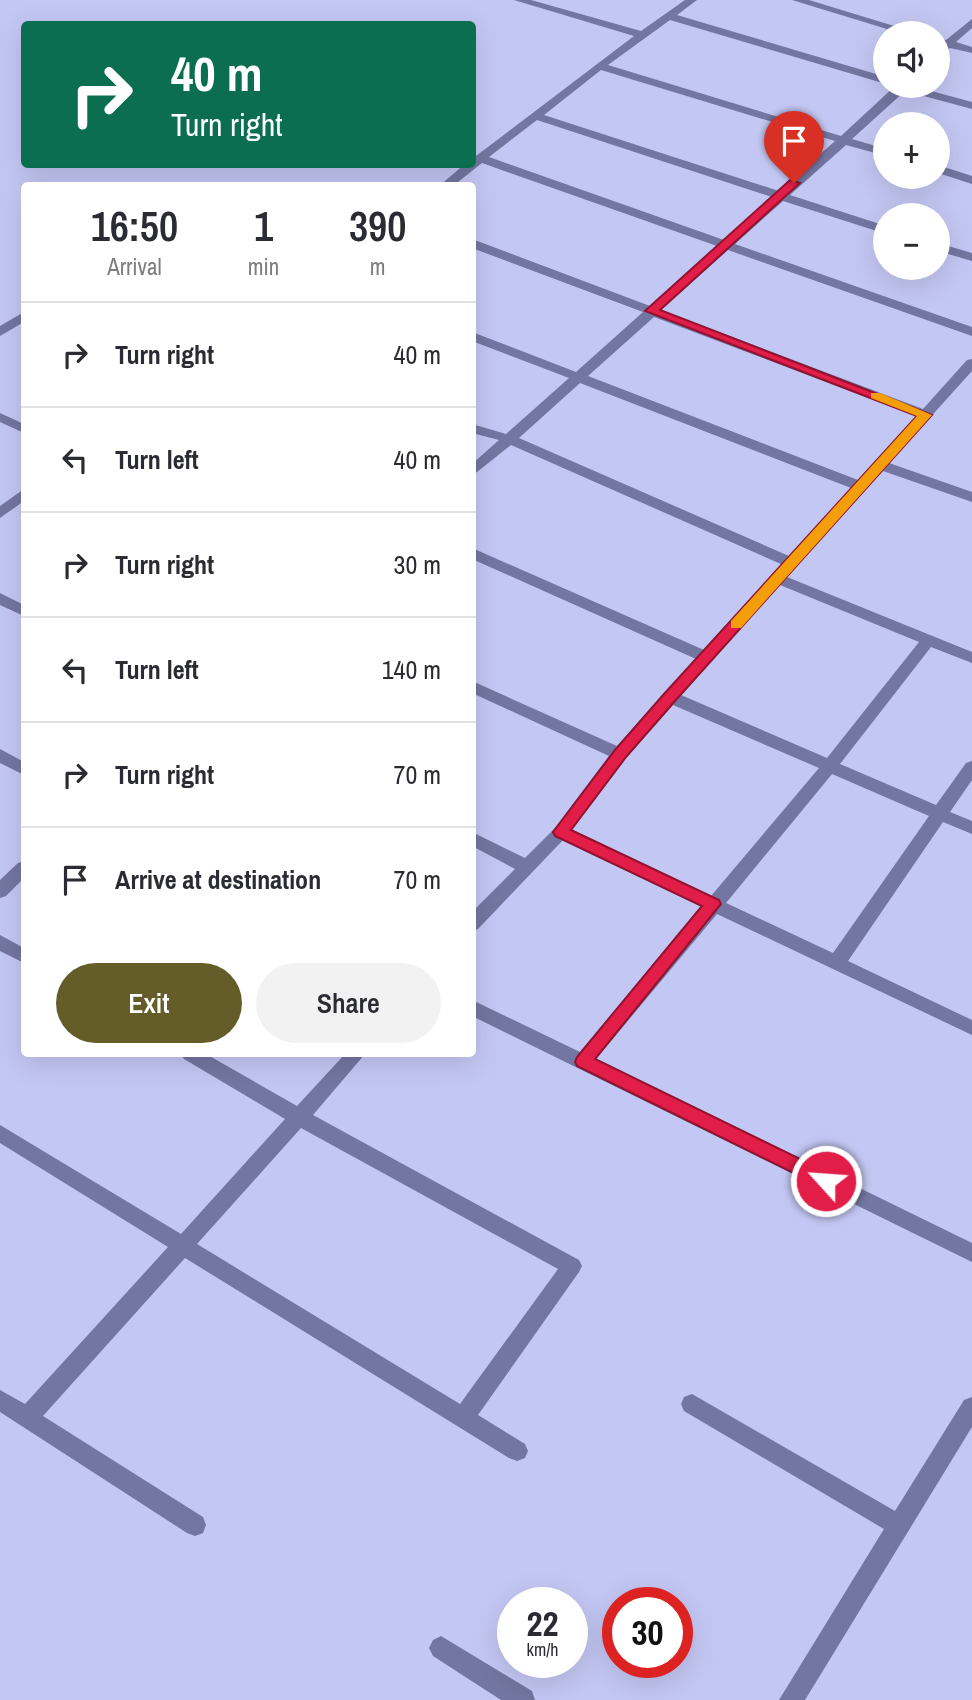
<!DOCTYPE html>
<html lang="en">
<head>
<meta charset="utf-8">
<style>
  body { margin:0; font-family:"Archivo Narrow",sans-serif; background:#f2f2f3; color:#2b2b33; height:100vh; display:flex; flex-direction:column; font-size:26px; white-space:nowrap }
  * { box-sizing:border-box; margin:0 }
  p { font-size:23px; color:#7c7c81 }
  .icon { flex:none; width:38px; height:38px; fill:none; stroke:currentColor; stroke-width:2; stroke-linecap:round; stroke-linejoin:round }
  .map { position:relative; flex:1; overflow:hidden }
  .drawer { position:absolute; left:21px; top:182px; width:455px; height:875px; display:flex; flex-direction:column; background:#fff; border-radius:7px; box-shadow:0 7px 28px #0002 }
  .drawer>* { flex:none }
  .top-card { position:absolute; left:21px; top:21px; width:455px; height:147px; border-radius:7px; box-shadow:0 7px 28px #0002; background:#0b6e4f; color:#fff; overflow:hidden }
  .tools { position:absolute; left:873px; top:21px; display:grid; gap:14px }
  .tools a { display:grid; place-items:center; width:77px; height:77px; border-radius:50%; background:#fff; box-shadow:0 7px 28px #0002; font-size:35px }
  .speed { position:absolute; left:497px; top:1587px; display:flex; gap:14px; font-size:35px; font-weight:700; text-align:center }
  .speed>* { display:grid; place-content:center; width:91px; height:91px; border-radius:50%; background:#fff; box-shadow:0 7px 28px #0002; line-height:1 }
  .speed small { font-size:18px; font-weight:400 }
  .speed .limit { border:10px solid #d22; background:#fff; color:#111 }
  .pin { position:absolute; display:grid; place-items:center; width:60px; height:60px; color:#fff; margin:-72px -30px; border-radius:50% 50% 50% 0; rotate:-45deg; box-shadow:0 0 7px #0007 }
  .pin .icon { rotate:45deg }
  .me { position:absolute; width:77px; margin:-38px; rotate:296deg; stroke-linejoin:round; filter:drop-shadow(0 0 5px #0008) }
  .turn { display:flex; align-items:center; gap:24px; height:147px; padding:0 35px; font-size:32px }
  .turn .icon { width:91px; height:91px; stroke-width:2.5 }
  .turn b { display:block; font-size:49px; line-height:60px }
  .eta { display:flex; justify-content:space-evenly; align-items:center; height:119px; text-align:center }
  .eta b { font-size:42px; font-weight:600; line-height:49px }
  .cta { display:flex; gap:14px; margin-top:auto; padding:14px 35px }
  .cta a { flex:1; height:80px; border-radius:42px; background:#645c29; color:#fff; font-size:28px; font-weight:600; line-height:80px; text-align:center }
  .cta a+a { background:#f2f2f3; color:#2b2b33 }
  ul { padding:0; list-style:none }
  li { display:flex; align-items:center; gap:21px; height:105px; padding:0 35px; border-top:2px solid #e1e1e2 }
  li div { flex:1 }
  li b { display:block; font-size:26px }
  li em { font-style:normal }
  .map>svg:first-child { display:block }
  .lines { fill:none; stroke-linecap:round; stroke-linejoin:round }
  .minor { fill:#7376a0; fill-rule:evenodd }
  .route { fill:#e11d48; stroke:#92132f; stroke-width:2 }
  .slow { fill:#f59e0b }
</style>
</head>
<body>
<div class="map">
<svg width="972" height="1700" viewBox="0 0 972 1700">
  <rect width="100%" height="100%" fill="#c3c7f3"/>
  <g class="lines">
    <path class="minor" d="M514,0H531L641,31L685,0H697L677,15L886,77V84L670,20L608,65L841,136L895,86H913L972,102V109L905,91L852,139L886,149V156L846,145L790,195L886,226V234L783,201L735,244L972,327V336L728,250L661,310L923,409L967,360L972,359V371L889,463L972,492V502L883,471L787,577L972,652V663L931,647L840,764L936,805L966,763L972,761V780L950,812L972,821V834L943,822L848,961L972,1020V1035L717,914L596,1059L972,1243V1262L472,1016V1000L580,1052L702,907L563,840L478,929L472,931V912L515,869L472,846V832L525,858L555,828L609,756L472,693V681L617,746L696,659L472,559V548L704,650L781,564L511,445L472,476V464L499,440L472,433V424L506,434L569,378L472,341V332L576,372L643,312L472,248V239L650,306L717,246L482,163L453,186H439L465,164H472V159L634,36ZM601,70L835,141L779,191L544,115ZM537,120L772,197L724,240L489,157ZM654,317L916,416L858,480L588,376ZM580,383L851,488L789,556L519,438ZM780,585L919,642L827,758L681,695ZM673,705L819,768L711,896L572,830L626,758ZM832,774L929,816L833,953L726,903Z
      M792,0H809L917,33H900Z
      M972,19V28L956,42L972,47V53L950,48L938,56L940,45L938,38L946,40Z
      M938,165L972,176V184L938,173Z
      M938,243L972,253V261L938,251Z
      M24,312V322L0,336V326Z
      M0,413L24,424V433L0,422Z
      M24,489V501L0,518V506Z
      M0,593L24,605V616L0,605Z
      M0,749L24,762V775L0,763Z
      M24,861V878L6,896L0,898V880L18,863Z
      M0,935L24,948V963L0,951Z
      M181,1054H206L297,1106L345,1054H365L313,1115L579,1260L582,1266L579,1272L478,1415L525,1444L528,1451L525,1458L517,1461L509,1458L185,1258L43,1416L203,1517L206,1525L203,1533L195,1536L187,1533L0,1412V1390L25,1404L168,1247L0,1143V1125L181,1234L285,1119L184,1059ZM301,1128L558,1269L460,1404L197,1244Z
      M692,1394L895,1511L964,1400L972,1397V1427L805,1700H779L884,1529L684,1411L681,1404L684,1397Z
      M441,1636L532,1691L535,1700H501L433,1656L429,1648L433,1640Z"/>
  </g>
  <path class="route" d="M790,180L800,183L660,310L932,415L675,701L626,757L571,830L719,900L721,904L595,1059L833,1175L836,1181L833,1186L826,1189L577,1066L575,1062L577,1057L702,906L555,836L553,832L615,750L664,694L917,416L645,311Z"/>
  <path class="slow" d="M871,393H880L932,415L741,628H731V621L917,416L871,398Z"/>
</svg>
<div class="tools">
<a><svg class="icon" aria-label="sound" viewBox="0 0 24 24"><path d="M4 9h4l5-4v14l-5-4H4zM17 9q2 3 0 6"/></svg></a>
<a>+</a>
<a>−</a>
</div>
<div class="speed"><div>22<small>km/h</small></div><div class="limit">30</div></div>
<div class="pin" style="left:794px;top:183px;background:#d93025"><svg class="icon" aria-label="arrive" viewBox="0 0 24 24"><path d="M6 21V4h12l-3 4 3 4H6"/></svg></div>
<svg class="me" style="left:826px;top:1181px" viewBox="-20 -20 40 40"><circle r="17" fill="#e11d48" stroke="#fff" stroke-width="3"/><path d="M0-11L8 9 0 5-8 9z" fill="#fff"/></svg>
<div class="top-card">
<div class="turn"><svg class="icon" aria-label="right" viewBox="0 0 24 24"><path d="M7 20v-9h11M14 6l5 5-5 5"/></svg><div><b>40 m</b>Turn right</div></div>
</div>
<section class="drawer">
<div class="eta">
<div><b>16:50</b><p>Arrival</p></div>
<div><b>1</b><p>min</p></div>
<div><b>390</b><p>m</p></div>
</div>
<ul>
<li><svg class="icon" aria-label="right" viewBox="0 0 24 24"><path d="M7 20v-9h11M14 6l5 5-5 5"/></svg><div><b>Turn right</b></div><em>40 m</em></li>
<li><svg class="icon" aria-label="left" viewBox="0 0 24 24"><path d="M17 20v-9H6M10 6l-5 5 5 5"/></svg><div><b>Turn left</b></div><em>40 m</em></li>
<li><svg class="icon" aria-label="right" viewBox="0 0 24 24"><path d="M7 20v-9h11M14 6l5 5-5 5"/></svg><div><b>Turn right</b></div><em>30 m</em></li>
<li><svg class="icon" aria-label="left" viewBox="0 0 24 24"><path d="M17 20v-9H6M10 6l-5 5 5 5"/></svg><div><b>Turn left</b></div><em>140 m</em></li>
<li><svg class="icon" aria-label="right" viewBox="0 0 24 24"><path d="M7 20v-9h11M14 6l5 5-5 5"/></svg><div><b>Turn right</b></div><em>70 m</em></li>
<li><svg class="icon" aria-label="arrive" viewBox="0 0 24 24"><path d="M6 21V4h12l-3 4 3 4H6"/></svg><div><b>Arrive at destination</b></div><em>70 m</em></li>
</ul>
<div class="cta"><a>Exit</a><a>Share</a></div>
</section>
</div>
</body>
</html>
......
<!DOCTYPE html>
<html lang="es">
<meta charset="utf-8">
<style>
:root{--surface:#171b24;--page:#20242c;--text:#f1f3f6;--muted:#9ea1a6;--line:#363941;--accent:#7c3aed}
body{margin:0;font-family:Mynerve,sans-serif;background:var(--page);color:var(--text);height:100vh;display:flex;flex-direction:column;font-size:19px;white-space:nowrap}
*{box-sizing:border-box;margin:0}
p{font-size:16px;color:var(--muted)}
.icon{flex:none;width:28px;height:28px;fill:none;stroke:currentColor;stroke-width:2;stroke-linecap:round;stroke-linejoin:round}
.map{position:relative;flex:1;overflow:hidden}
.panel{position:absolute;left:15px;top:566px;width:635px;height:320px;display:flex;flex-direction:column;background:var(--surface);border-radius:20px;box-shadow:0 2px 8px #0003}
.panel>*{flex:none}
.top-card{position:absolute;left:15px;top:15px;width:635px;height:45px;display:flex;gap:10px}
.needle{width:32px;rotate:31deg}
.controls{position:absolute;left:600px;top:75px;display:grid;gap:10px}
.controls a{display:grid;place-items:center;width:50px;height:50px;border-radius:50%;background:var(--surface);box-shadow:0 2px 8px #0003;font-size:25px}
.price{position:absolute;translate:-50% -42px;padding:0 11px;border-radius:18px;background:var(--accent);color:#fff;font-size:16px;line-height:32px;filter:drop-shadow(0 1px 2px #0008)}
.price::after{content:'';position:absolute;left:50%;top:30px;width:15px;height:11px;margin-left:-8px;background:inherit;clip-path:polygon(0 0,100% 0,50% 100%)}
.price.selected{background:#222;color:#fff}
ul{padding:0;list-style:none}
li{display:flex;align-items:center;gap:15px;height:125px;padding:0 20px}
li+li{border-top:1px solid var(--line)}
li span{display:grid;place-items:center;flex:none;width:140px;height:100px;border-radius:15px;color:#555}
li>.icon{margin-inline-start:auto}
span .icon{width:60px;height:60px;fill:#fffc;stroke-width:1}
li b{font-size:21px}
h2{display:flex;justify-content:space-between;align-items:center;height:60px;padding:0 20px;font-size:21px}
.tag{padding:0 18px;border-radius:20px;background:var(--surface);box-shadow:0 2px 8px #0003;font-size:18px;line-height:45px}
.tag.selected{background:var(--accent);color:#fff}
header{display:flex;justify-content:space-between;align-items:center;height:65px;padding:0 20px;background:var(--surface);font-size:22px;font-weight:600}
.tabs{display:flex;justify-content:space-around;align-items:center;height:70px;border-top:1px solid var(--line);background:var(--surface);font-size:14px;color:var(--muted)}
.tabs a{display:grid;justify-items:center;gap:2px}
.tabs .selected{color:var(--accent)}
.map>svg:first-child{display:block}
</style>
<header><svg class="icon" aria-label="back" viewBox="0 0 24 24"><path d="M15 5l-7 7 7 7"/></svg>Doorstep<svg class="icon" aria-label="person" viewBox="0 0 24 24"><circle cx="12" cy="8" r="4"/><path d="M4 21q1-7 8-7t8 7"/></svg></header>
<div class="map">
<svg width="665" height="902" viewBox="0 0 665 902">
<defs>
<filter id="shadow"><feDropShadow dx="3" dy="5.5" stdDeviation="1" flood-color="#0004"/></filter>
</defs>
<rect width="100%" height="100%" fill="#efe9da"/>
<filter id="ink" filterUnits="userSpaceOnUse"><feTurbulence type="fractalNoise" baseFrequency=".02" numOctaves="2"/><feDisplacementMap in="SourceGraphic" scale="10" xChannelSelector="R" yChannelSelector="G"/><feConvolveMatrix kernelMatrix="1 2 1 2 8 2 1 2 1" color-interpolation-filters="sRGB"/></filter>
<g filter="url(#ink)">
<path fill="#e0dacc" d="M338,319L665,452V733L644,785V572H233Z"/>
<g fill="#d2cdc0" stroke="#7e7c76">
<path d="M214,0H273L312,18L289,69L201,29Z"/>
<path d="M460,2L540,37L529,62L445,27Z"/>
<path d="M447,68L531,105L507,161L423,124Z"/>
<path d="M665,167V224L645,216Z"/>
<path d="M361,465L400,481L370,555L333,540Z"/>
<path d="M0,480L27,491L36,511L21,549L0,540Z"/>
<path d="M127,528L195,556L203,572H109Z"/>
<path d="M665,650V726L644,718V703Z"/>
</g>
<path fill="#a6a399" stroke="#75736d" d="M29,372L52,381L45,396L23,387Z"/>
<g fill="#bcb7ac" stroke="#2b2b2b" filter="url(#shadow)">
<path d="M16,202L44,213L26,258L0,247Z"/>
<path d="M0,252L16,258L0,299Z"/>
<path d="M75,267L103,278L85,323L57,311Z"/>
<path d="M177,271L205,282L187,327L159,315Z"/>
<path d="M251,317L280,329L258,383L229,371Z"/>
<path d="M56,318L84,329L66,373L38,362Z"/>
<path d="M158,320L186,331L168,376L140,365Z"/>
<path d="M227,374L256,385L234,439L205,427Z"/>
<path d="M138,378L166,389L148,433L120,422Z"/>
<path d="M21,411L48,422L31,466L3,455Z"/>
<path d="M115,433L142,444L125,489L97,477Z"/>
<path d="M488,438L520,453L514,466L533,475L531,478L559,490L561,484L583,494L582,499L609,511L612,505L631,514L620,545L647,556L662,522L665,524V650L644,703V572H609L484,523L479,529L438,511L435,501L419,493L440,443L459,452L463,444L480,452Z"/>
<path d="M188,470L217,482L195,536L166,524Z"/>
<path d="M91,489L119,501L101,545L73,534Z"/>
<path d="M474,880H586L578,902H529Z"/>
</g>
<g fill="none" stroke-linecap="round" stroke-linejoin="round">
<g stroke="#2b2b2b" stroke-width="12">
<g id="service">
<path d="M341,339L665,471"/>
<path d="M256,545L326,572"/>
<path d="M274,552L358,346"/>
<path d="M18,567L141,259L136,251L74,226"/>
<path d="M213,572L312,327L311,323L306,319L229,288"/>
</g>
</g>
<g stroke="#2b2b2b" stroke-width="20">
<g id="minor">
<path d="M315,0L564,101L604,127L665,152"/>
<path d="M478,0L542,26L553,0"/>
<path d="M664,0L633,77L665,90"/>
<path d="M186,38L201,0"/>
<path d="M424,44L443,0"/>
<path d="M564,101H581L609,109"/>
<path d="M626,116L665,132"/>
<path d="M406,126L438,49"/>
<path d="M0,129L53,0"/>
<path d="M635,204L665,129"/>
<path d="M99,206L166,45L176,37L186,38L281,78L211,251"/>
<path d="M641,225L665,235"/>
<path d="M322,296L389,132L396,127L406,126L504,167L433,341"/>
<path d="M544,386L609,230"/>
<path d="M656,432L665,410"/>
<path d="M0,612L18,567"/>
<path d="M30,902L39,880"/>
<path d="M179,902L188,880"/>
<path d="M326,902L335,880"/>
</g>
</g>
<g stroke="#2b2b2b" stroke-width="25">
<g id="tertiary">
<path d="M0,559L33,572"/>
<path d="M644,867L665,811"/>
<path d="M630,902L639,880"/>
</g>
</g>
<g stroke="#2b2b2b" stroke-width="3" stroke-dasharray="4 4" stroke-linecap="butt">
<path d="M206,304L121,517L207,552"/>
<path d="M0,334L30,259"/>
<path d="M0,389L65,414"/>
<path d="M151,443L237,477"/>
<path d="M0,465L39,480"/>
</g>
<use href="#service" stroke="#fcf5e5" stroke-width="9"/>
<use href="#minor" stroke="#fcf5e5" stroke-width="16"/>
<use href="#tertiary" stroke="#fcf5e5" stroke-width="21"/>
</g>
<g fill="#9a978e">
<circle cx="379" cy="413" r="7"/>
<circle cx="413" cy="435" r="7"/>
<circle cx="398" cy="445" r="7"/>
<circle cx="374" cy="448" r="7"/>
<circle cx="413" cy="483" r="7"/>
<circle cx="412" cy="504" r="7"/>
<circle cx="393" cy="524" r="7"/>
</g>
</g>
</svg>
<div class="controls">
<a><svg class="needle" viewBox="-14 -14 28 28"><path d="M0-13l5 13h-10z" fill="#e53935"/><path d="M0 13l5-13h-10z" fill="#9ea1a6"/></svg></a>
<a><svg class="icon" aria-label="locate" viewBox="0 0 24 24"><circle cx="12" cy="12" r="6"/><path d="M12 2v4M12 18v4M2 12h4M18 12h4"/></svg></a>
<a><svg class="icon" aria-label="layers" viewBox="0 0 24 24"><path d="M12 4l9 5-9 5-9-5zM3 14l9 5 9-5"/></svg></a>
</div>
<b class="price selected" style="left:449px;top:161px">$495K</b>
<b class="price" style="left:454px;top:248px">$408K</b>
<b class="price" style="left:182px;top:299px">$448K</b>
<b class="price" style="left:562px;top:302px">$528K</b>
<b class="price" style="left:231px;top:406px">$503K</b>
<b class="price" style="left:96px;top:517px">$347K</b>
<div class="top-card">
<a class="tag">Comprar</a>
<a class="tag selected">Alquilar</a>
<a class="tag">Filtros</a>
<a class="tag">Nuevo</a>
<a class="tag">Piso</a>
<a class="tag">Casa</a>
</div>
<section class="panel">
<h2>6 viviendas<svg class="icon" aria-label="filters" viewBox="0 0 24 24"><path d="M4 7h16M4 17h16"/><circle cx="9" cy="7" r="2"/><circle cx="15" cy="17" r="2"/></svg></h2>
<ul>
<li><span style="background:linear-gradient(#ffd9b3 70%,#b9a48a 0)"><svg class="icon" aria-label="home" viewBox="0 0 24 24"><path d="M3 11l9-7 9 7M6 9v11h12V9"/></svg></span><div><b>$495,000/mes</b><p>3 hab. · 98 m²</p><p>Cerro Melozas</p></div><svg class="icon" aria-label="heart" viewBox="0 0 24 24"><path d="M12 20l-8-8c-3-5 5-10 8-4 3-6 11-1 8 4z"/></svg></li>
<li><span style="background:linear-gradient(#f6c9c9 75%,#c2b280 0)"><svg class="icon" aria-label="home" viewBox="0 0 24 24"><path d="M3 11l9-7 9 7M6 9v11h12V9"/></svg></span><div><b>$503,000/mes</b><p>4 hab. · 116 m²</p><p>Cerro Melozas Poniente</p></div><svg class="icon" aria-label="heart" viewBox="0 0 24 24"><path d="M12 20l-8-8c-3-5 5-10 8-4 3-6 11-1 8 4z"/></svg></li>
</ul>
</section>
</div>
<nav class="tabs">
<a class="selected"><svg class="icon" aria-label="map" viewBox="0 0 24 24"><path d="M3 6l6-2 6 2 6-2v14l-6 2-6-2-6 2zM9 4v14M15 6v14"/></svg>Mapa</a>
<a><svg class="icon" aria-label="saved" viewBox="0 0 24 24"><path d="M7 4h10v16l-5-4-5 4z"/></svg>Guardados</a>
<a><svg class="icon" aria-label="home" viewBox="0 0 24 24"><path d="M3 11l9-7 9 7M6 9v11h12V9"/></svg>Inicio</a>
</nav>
......
- [EXERCISE PROMPT] Check each line above for the string "small", then copy the ones that have it.

- [TASK OUTPUT]
  .speed small { font-size:18px; font-weight:400 }
<div class="speed"><div>22<small>km/h</small></div><div class="limit">30</div></div>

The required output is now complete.